Silver Lake Nature Center gets new director for golden anniversary
This summer, and just in time for Silver Lake Nature Center’s 50th anniversary, Jerry
Kozlansky became the new director-naturalist for the 253-acre center.
He follows Robert Mercer, who was the director for 40 years.
Kozlansky has served as an administrator and teacher in various nature centers and related organization across the country for the past 25 years. He’s been visiting for about a decade, ever since he moved to Bucks County from Connecticut to take a job with the New Jersey Audubon Society.
He discovered the center while renting a home in the Mill Creek section of Levittown while working with the New Jersey Audubon society.
Kozlansky booked his daughter’s fourth birthday party there after just one visit. Since settling in Morrisville, he’s been exploring the grounds and volunteering there ever since.
“I’ve been coming here for 10 years. I love the place,” said Kozlansky. “I’ve been traveling around and teaching all my life and this was an opportunity to run a whole center.”
Community gardens bloom in Bristol
Two community gardens in Bristol truly took root this year.
At Bristol Junior-Senior High, the school’s garden club moved its work to the campus courtyard. Now, the area is filled with garden boxes, herb walls, potted plants, a makeshift greenhouse and a tomato tunnel.
The club is also a learning experience for its faculty advisers, who have also secured grants, secured donations and built equipment.
“I never grew a plant in my life before four years ago,” said social studies teacher Doug Braun. “This has really taken on a mind of its own.”
Nearby, the Adams Hollow Community Garden doubled in size during its second year.
The garden began as members of the Garden Club of Bristol Borough became more interested in growing fruits and vegetables. Previously, it was more about beautifying the town with flower beds and other plants.

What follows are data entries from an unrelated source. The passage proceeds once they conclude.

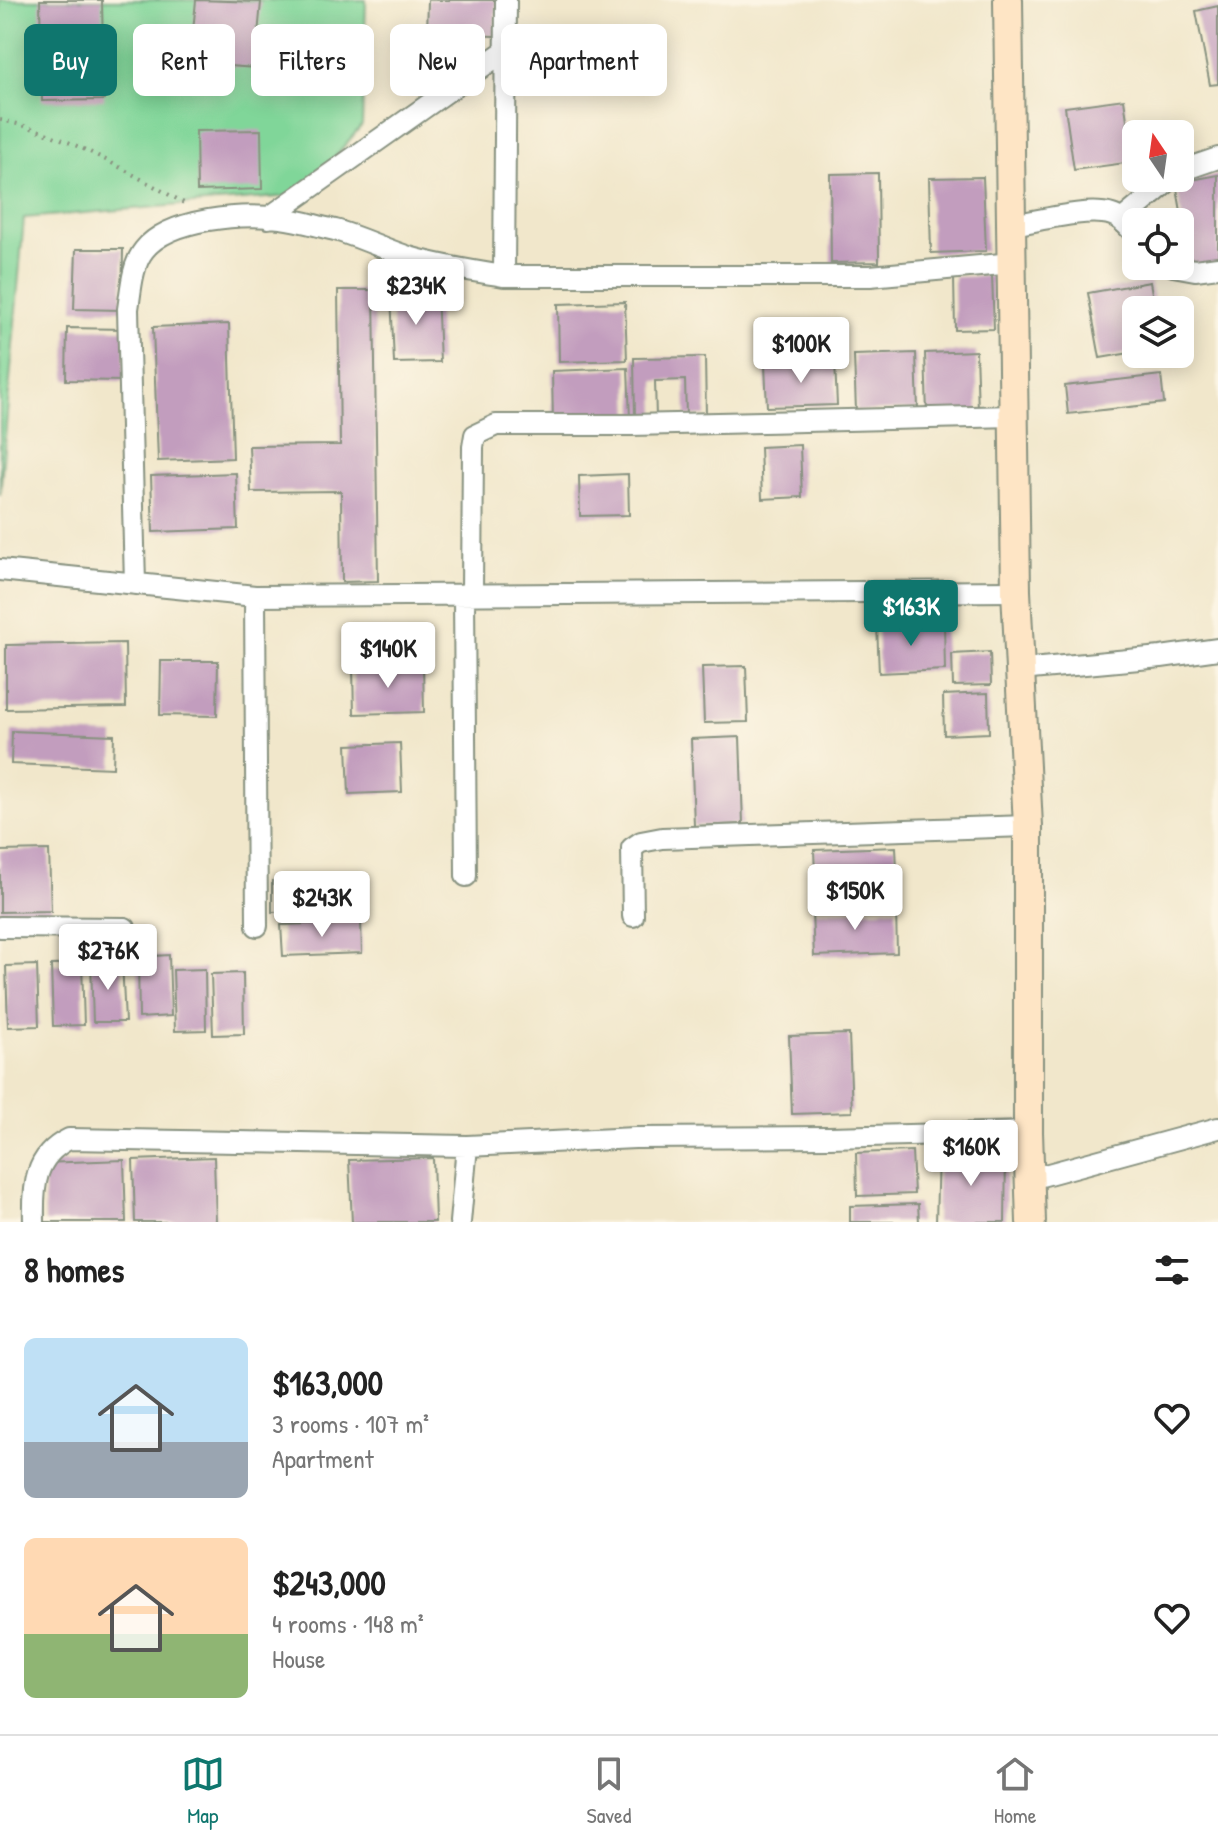 <!DOCTYPE html>
<meta charset="utf-8">
<style>
:root{--surface:#fff;--page:#f6f6f6;--text:#222;--muted:#767676;--line:#e0e0e0;--accent:#0f766e}
body{margin:0;font-family:"Patrick Hand",sans-serif;background:var(--page);color:var(--text);height:100vh;display:flex;flex-direction:column;font-size:30px;white-space:nowrap}
*{box-sizing:border-box;margin:0}
p{font-size:26px;color:var(--muted)}
.icon{flex:none;width:44px;height:44px;fill:none;stroke:currentColor;stroke-width:2;stroke-linecap:round;stroke-linejoin:round}
.map{position:relative;height:1222px;overflow:hidden}
.side{display:flex;flex-direction:column;background:var(--surface);flex:1}
.side>*{flex:none}
.top-card{position:absolute;left:24px;top:24px;width:800px;height:72px;display:flex;gap:16px}
.needle{width:52px;rotate:347deg}
.fabs{position:absolute;left:1122px;top:120px;display:grid;gap:16px}
.fabs a{display:grid;place-items:center;width:72px;height:72px;border-radius:12px;background:var(--surface);box-shadow:0 4px 20px #0003;font-size:40px}
.price{position:absolute;translate:-50% -68px;padding:0 18px;border-radius:8px;background:#fff;color:#222;font-size:26px;line-height:52px;filter:drop-shadow(0 2px 4px #0008)}
.price::after{content:'';position:absolute;left:50%;top:48px;width:24px;height:18px;margin-left:-12px;background:inherit;clip-path:polygon(0 0,100% 0,50% 100%)}
.price.current{background:var(--accent);color:#fff}
ul{padding:0;list-style:none}
li{display:flex;align-items:center;gap:24px;height:200px;padding:0 24px}
li span{display:grid;place-items:center;flex:none;width:224px;height:160px;border-radius:12px;color:#555}
li>.icon{margin-inline-start:auto}
span .icon{width:96px;height:96px;fill:#fffc;stroke-width:1}
li b{font-size:34px}
h2{display:flex;justify-content:space-between;align-items:center;height:96px;padding:0 24px;font-size:34px}
.tag{padding:0 28px;border-radius:12px;background:var(--surface);box-shadow:0 4px 20px #0003;font-size:28px;line-height:72px}
.tag.current{background:var(--accent);color:#fff}
.tabs{display:flex;justify-content:space-around;align-items:center;height:112px;border-top:2px solid var(--line);background:var(--surface);font-size:22px;color:var(--muted)}
.tabs a{display:grid;justify-items:center;gap:4px}
.tabs .current{color:var(--accent)}
.map>svg:first-child{display:block}
.green{fill:#80d699;stroke:#508a66;stroke-width:2}
.building{fill:#c29dbe}
.lines{fill:none;stroke-linecap:round;stroke-linejoin:round}
.street-casing{stroke:#889280;stroke-width:24}
.secondary-casing{stroke:#889280;stroke-width:32}
.path{stroke:#889280;stroke-width:4;stroke-dasharray:2 6;stroke-linecap:butt}
.street{stroke:#fff;stroke-width:20}
.secondary{stroke:#fee5c5;stroke-width:28}
</style>
<div class="map">
<svg width="1218" height="1222" viewBox="0 0 1218 1222">
<rect width="100%" height="100%" fill="#fcf5e5"/>
<filter id="ink" filterUnits="userSpaceOnUse"><feTurbulence type="fractalNoise" baseFrequency=".0125" numOctaves="2"/><feDisplacementMap in="SourceGraphic" scale="16" xChannelSelector="R" yChannelSelector="G"/><feConvolveMatrix kernelMatrix="1 2 1 2 8 2 1 2 1" color-interpolation-filters="sRGB"/></filter>
<filter id="wash" filterUnits="userSpaceOnUse"><feTurbulence type="fractalNoise" baseFrequency=".006" numOctaves="4" result="noise"/><feDisplacementMap in="SourceGraphic" scale="32" xChannelSelector="R" yChannelSelector="G"/><feGaussianBlur stdDeviation="1.8" result="paint"/><feColorMatrix in="noise" values="0 0 0 0 0 0 0 0 0 0 0 0 0 0 0 0 0 1.4 0 .05"/><feComposite in="paint" operator="in"/></filter>
<g filter="url(#wash)">
<rect width="100%" height="100%" fill="#f1e7cb"/>
<!-- green -->
<path class="green" d="M0 0H366L362 125 303 195 24 218 0 495Z"/>
<g id="blocks">
<!-- building -->
<path class="building" d="M40 0H102L104 100 42 101Z
M196 0 261 2 255 68 190 63Z
M428 0H496L495 36 427 34Z
M1218 6V84L1210 85 1196 11Z
M1124 99 1133 162 1074 170 1065 107Z
M261 130 262 189 197 191 196 131Z
M878 173 879 262 831 263 830 174Z
M1218 175V264L1191 268 1176 183Z
M983 177 986 251 931 253 929 178Z
M76 249H123L122 310 74 309Z
M992 276 994 329 955 330 954 277Z
M1150 282 1155 310H1136V352L1100 358 1088 293Z
M338 290H374L378 581 342 582 341 491 251 492 249 446 340 445Z
M437 291 440 362 394 363 391 293Z
M625 302 627 360 559 362 558 304Z
M229 324 233 458 158 461 153 327Z
M67 328 125 329 124 381 66 380Z
M976 351 978 411 927 413 925 353Z
M916 353 918 409 856 411 854 355Z
M705 357 706 416H686L685 380 655 381 656 418H635L634 358Z
M835 362 837 405 767 407 765 365Z
M628 368 630 419 553 422 552 371Z
M1161 375 1164 403 1068 414 1065 386Z
M800 445 802 497 762 499 760 447Z
M236 473 238 529 153 532 151 476Z
M628 474 629 515 580 516 579 476Z
M944 623 945 670 879 673 877 625Z
M125 643 126 707 6 709V645Z
M990 652 991 685 953 686 952 654Z
M161 661H218L217 716 160 715Z
M423 666 424 712 354 714 353 668Z
M746 666 748 722 704 723 702 667Z
M988 693 989 733 944 735 943 695Z
M12 731 114 735 113 768 11 764Z
M740 737 743 824 694 826 691 739Z
M400 743 402 792 349 794 347 745Z
M896 847 898 894 816 897 814 850Z
M49 850 51 911 0 912V851Z
M354 878 355 909 272 912V881Z
M896 909 897 953 814 956 812 912Z
M361 922 362 953 283 956 281 925Z
M169 955 171 1016 139 1018 138 957Z
M122 961 125 1022H93L91 962Z
M82 964 84 1025 53 1026 51 965Z
M37 965 39 1026 8 1027 6 966Z
M205 969 206 1030 175 1031 173 970Z
M243 973 244 1034 213 1035 211 974Z
M849 1034 852 1112 792 1114 789 1036Z
M912 1151 914 1194 857 1196 856 1153Z
M938 1154 1006 1155 1005 1222H936Z
M214 1157 216 1222H135L133 1160Z
M433 1158 435 1222H352L349 1160Z
M124 1160 126 1222H45L43 1163Z
M918 1204 919 1222H850V1206Z"/>
</g>
</g>
<g filter="url(#ink)">
<use href="#blocks" fill-opacity="0" stroke="#889280" stroke-width="2"/>
<g class="lines">
<!-- street casing -->
<g class="street-casing">
<path id="street" d="M1180 171 1218 158
M268 218 506 50
M1122 220 1172 178
M1012 225C1039 221 1087 207 1112 215 1122 218 1129 228 1136 235
M1173 266 1195 270 1218 267
M504 276 506 0
M0 570 255 596 1016 591
M135 584 128 309C131 290 132 265 144 250 169 218 243 213 281 218 299 220 317 226 335 230 360 237 384 249 409 257 440 266 472 271 504 276H870L1013 263
M464 594 466 876
M472 594 473 447 475 435 496 425H631L1014 416
M255 596 257 926
M1020 670 1161 657 1218 649
M633 916 632 848 641 842 662 838 1028 826
M0 927 125 928
M1030 1179 1218 1128
M34 1222C33 1187 34 1156 69 1139L467 1146 635 1138 829 1137 1028 1132
M460 1222 467 1146"/>
</g>
<!-- secondary casing -->
<g class="secondary-casing">
<path id="secondary" d="M1008 0 1016 591 1028 826V1132L1031 1222"/>
</g>
<!-- path -->
<path class="path" d="M0 120C63 132 128 172 184 203"/>
<!-- street -->
<use href="#street" class="street"/>
<!-- secondary -->
<use href="#secondary" class="secondary"/>
</g>
</g>
</svg>
<div class="fabs">
<a><svg class="needle" viewBox="-14 -14 28 28"><path d="M0-13l5 13h-10z" fill="#e53935"/><path d="M0 13l5-13h-10z" fill="#767676"/></svg></a>
<a><svg class="icon" aria-label="locate" viewBox="0 0 24 24"><circle cx="12" cy="12" r="6"/><path d="M12 2v4M12 18v4M2 12h4M18 12h4"/></svg></a>
<a><svg class="icon" aria-label="layers" viewBox="0 0 24 24"><path d="M12 4l9 5-9 5-9-5zM3 14l9 5 9-5"/></svg></a>
</div>
<b class="price" style="left:416px;top:327px">$234K</b>
<b class="price" style="left:801px;top:385px">$100K</b>
<b class="price current" style="left:911px;top:648px">$163K</b>
<b class="price" style="left:388px;top:690px">$140K</b>
<b class="price" style="left:855px;top:932px">$150K</b>
<b class="price" style="left:322px;top:939px">$243K</b>
<b class="price" style="left:108px;top:992px">$276K</b>
<b class="price" style="left:971px;top:1188px">$160K</b>
<div class="top-card">
<a class="tag current">Buy</a>
<a class="tag">Rent</a>
<a class="tag">Filters</a>
<a class="tag">New</a>
<a class="tag">Apartment</a>
</div>
</div>
<section class="side">
<h2>8 homes<svg class="icon" aria-label="filters" viewBox="0 0 24 24"><path d="M4 7h16M4 17h16"/><circle cx="9" cy="7" r="2"/><circle cx="15" cy="17" r="2"/></svg></h2>
<ul>
<li><span style="background:linear-gradient(#bfe0f5 65%,#9aa5b1 0)"><svg class="icon" aria-label="home" viewBox="0 0 24 24"><path d="M3 11l9-7 9 7M6 9v11h12V9"/></svg></span><div><b>$163,000</b><p>3 rooms · 107 m²</p><p>Apartment</p></div><svg class="icon" aria-label="heart" viewBox="0 0 24 24"><path d="M12 20l-8-8c-3-5 5-10 8-4 3-6 11-1 8 4z"/></svg></li>
<li><span style="background:linear-gradient(#ffd9b3 60%,#8fb573 0)"><svg class="icon" aria-label="home" viewBox="0 0 24 24"><path d="M3 11l9-7 9 7M6 9v11h12V9"/></svg></span><div><b>$243,000</b><p>4 rooms · 148 m²</p><p>House</p></div><svg class="icon" aria-label="heart" viewBox="0 0 24 24"><path d="M12 20l-8-8c-3-5 5-10 8-4 3-6 11-1 8 4z"/></svg></li>
</ul>
</section>
<nav class="tabs">
<a class="current"><svg class="icon" aria-label="map" viewBox="0 0 24 24"><path d="M3 6l6-2 6 2 6-2v14l-6 2-6-2-6 2zM9 4v14M15 6v14"/></svg>Map</a>
<a><svg class="icon" aria-label="saved" viewBox="0 0 24 24"><path d="M7 4h10v16l-5-4-5 4z"/></svg>Saved</a>
<a><svg class="icon" aria-label="home" viewBox="0 0 24 24"><path d="M3 11l9-7 9 7M6 9v11h12V9"/></svg>Home</a>
</nav>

“If there’s an empty space in a community, someone should be hopping on it. These
should be popping up everywhere,” said Paul Stillwagon, one of the club members who started the garden. “It’s a no-brainer.”
Pokémon invades the Bristol Wharf
Over the summer, hundreds of people gathered at the Wharf on any given day, thanks to the explosive popularity of the Pokémon Go mobile application.
Based on a Game Boy game and subsequent animated TV shows and collectible cards, players using the app see creatures appear on their phones while walking around.
The Wharf was designated as a “Pokéstop,” where players could pick up supplies and improve their game.
Stops like these became temporary communities for players.
“Everyone is just friendly and nice,” said Bensalem resident Ken Robbins. “People just come up and talk to you. You can approach somebody and just talk to them.”